На стене отцовского кабинета, прямо над письменным столом, висел маленький пейзаж Каспара Давида Фридриха[11], написанный в 1779, вскоре после окончания художником Копенгагенской Академии и переезда в Дрезден. Сейчас никто в здравом уме не решится отрицать, что Фридрих был одним из величайших немецких художников-романтиков и чрезвычайно искусным пейзажистом; однако та картина в кабинете являла собой, на мой взгляд, другую крайность романтизма, его, так сказать, слабейшую сторону, где он поражен и разрушен эмоциональными излишествами сентиментальности.
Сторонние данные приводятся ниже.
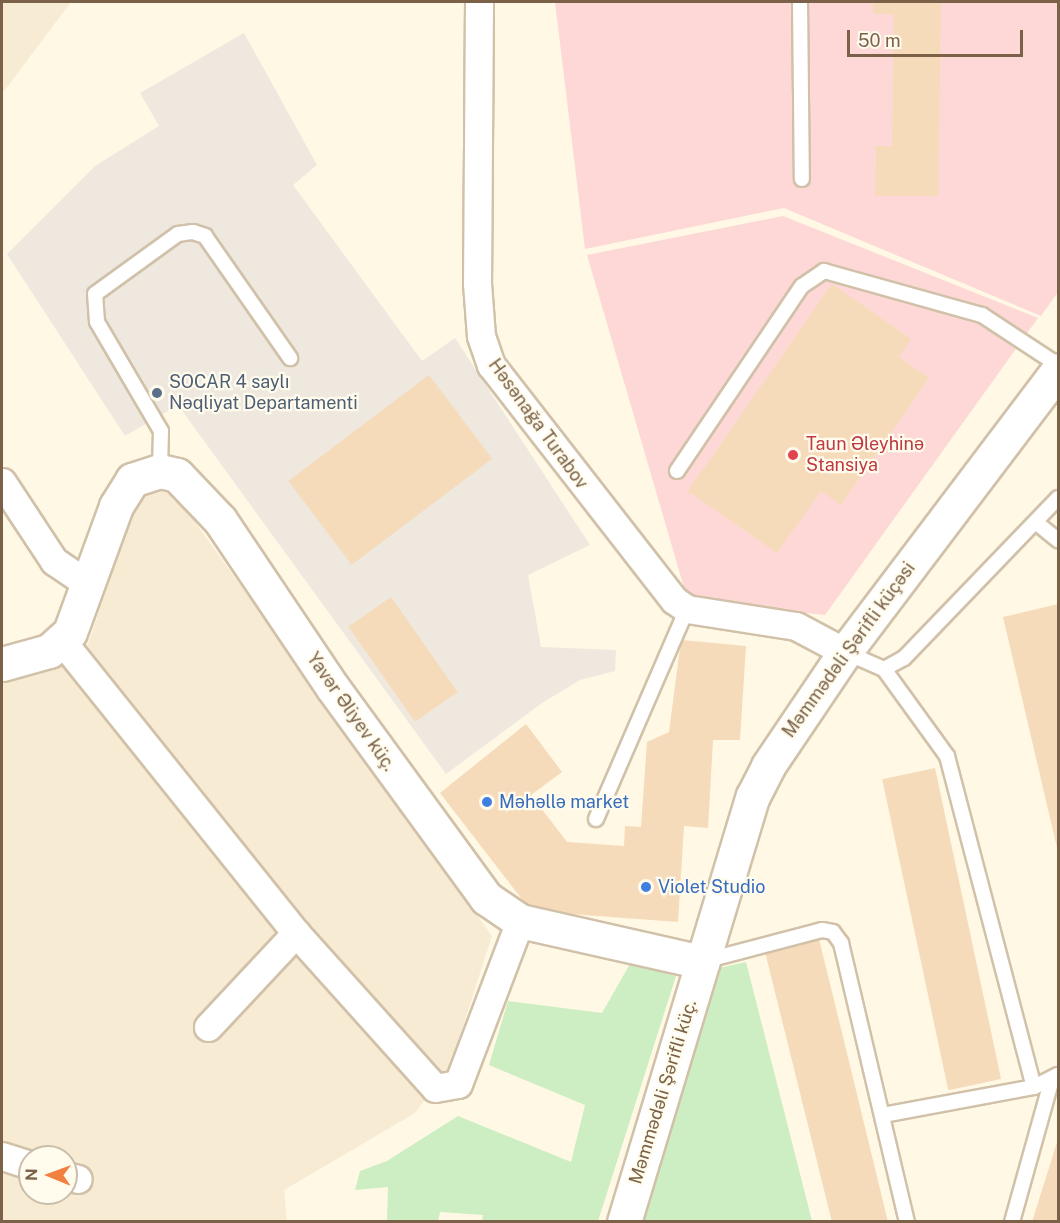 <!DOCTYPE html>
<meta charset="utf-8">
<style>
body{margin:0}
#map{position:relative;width:1060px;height:1223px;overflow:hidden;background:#fef8e5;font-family:"Public Sans",sans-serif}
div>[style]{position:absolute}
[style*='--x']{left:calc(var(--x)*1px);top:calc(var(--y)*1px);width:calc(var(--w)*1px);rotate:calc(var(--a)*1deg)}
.residential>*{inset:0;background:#f7ebd3}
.industrial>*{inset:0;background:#eee8df}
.medical>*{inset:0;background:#fdd8d7}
.green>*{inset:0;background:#cdedc2}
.building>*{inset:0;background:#f6dbba;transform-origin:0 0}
.roads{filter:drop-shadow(2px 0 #d1c1a9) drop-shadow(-2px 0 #d1c1a9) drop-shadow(0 2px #d1c1a9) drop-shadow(0 -2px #d1c1a9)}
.service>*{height:14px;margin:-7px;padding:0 7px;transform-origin:7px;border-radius:7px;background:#fff}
.minor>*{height:27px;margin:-13.5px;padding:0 13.5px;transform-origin:13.5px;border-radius:13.5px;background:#fff}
.tertiary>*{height:33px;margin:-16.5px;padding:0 16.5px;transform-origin:16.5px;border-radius:16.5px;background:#fff}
.dots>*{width:16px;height:16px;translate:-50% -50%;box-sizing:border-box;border:3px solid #fffbed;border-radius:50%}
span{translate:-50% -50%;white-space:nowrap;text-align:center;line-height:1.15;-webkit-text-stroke:4.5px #fffbed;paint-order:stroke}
.service-label{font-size:18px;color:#4e5e75}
.left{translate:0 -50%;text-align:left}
.street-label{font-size:18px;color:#7a6147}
.health-label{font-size:18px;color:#be3a42}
.shop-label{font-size:18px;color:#366cbe}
.frame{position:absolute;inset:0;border:3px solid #7a6147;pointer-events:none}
.north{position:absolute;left:18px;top:1145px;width:60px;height:60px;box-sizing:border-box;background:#fffbed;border:2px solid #cabdab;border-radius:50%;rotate:271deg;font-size:16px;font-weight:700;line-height:24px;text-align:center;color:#7a6147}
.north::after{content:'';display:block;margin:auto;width:21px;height:27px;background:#f28140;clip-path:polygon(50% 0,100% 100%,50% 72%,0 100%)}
.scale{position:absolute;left:847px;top:30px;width:176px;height:27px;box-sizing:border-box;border:3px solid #7a6147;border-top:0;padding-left:8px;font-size:18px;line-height:21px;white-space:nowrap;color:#7a6147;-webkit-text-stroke:4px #fffbed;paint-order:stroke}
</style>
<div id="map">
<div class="residential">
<i style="clip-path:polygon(2px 2px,71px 2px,2px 94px)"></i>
<i style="clip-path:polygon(evenodd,154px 488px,177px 497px,492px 936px,450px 1066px,415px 1113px,284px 1190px,287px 1221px,2px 1222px,2px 674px,66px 665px,88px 644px,139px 494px,154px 488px,30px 1157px,66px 1157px,66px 1193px,30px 1193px,30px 1157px)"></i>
</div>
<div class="industrial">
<i style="clip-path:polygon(244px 33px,317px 165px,293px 185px,422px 361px,455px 338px,590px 545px,528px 575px,541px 647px,616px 650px,615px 671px,580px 680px,542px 703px,446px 774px,178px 405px,125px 436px,7px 254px,95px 166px,159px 126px,140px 93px)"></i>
</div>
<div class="medical">
<i style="clip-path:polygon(555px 2px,1058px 2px,1058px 292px,1041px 316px,784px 208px,585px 249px)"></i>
<i style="clip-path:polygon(783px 216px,1038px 318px,825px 615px,698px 602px,685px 591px,587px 255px)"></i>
</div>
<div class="green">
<i style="clip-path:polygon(746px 962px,812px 1221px,640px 1222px,714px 969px)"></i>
<i style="clip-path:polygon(630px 964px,676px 976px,598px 1221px,482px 1221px,483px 1215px,440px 1212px,438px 1221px,387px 1221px,388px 1187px,355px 1190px,360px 1171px,387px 1161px,458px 1116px,571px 1162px,585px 1105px,489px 1065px,508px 1001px,602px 1013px)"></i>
</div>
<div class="building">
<i style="clip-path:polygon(873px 2px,941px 2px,938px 196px,875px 196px,876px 146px,892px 146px,894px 14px,873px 14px)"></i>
<i style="clip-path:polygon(832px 284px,911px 339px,899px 357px,929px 378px,841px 505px,821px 491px,777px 553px,688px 491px)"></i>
<i style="left:429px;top:375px;width:105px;height:176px;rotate:53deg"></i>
<i style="left:391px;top:597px;width:116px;height:52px;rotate:55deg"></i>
<i style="clip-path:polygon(1058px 604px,1058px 852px,1003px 617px)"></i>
<i style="clip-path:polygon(681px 640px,746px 646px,740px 740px,713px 740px,708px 828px,684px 826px,678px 922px,531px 911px,440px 793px,526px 724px,562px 772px,531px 795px,567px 842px,624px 846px,625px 826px,641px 827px,647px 742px,669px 732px)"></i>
<i style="left:935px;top:768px;width:318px;height:54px;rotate:78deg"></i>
<i style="clip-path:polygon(819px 939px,846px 1049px,888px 1222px,832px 1222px,765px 952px)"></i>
<i style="clip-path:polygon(1058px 1139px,1058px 1222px,1032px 1222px)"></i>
</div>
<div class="roads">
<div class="service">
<i style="--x:800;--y:2;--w:177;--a:89.4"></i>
<i style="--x:160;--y:471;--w:40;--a:-88.6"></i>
<i style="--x:161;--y:431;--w:126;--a:-120.4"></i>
<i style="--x:97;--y:322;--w:28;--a:-94"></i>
<i style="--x:95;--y:294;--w:102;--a:-35.9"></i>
<i style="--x:178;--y:234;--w:15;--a:-8"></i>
<i style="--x:193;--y:232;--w:13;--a:18"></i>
<i style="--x:205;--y:236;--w:149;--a:55.1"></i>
<i style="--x:677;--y:471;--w:223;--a:-56"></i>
<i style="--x:802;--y:286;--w:27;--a:-34"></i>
<i style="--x:824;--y:271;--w:164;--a:15.6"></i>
<i style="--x:982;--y:315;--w:91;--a:33.3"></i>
<i style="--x:1038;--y:524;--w:26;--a:39"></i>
<i style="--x:845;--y:652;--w:43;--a:23.6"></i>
<i style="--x:884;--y:669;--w:23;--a:-29"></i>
<i style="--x:904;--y:658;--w:222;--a:-46.1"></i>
<i style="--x:884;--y:669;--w:107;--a:54.1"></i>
<i style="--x:947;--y:756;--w:342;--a:75.3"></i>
<i style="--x:596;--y:819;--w:229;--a:-66.6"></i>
<i style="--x:704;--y:961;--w:122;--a:-14.7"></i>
<i style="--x:822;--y:930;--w:11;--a:10"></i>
<i style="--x:833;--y:932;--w:14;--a:54"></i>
<i style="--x:841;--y:943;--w:287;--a:76.7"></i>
<i style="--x:883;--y:1115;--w:154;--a:-10.5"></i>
<i style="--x:1034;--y:1087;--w:27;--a:-27"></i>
<i style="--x:1012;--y:1222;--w:148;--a:-74.4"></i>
</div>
<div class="minor">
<i style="--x:479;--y:2;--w:281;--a:90.4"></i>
<i style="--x:477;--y:283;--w:53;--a:85.7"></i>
<i style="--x:481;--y:336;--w:31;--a:71"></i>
<i style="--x:491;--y:365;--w:298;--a:52.1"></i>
<i style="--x:674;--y:600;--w:16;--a:35"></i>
<i style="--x:687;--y:609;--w:110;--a:8.9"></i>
<i style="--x:796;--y:626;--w:55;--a:28"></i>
<i style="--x:2;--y:482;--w:95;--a:56.6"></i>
<i style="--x:54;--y:561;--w:42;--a:34.4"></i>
<i style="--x:62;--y:641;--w:374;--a:51.3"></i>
<i style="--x:296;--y:933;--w:208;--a:48.1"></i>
<i style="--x:435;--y:1088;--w:23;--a:-10"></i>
<i style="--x:458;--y:1084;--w:174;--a:-69.2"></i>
<i style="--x:208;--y:1027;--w:129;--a:-46.9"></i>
<i style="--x:2;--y:1156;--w:29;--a:18"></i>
<i style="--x:66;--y:1176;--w:12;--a:14"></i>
</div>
<div class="tertiary">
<i style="--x:2;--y:664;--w:49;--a:-15.5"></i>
<i style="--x:49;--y:651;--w:28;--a:-42"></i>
<i style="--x:70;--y:632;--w:134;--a:-69.9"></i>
<i style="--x:116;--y:506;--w:31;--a:-58"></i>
<i style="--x:132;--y:480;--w:29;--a:-18"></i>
<i style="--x:160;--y:471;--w:17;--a:13"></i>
<i style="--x:177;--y:475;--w:62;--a:46.3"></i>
<i style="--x:220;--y:520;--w:202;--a:56.1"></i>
<i style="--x:333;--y:688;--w:260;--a:53.9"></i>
<i style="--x:486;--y:898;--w:41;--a:34.1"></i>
<i style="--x:520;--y:921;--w:187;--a:12.7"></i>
<i style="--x:624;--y:1222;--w:445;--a:-73.2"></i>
<i style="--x:753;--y:796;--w:34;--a:-63"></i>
<i style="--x:768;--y:766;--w:138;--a:-56"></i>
<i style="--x:845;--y:652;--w:353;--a:-52.9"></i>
</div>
</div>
<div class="dots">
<i style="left:157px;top:393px;background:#5c6f8a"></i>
<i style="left:793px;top:455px;background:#e0444e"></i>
<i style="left:487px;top:802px;background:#3f7fe0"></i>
<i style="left:646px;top:887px;background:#3f7fe0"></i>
</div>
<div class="service-label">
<span class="left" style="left:169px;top:393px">SOCAR 4 saylı<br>Nəqliyat Departamenti</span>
</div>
<div class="street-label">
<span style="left:538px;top:424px;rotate:54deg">Həsənağa Turabov</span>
<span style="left:849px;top:650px;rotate:-54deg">Məmmədəli Şərifli küçəsi</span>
<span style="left:351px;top:712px;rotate:55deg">Yavər Əliyev küç.</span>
<span style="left:663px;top:1092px;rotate:-73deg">Məmmədəli Şərifli küç.</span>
</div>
<div class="health-label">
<span class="left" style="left:806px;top:455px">Taun Əleyhinə<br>Stansiya</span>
</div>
<div class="shop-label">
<span class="left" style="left:499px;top:802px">Məhəllə market</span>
<span class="left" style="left:658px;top:887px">Violet Studio</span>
</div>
<div class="frame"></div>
<div class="north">N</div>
<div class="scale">50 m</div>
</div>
Быть может, причина этой слабости крылась в том, что Фридрих был еще неопытен, еще не обрел направленности и самоуверенности, свойственной его зрелым работам, я точно не знаю. Несомненно одно: я терпеть не мог ту картину. Она называлась «Молитва в лунном свете» и изображала скалистую заснеженную местность, залитую светом серебряной зимней луны; на переднем плане возвышались развалины монастыря, его полуразрушенные стены переплетались с дикой растительностью, а на снегу, перед аркой дверного проема, стояла на коленях монахиня, погруженная в задумчивую молитву, ее бледное лицо обращено к луне, руки благочестиво подняты. Пять минут наедине с этой картиной — и мне становилось нехорошо, точно я объелся sachertorte[12]. Теперь, сравнивая ее с некоторыми поздними работами Фридриха, например с циклом «Ступени жизни», я понимаю, что в ней можно уловить слабый проблеск его гениальности, но это не меняет моего мнения о никчемности картины или, на худой конец, о ее технической неопытности, и я по-прежнему, как и в детстве, не люблю это произведение. «Молитва в лунном свете» очень хорошо характеризует моего отца как артиста, да и как человека, ведь я уже говорил вам, что считаю его надменность и авторитарные замашки отца семейства попыткой скрыть свое истинное лицо. Думаю, он был радикальным сентименталистом, но стыдился самого себя.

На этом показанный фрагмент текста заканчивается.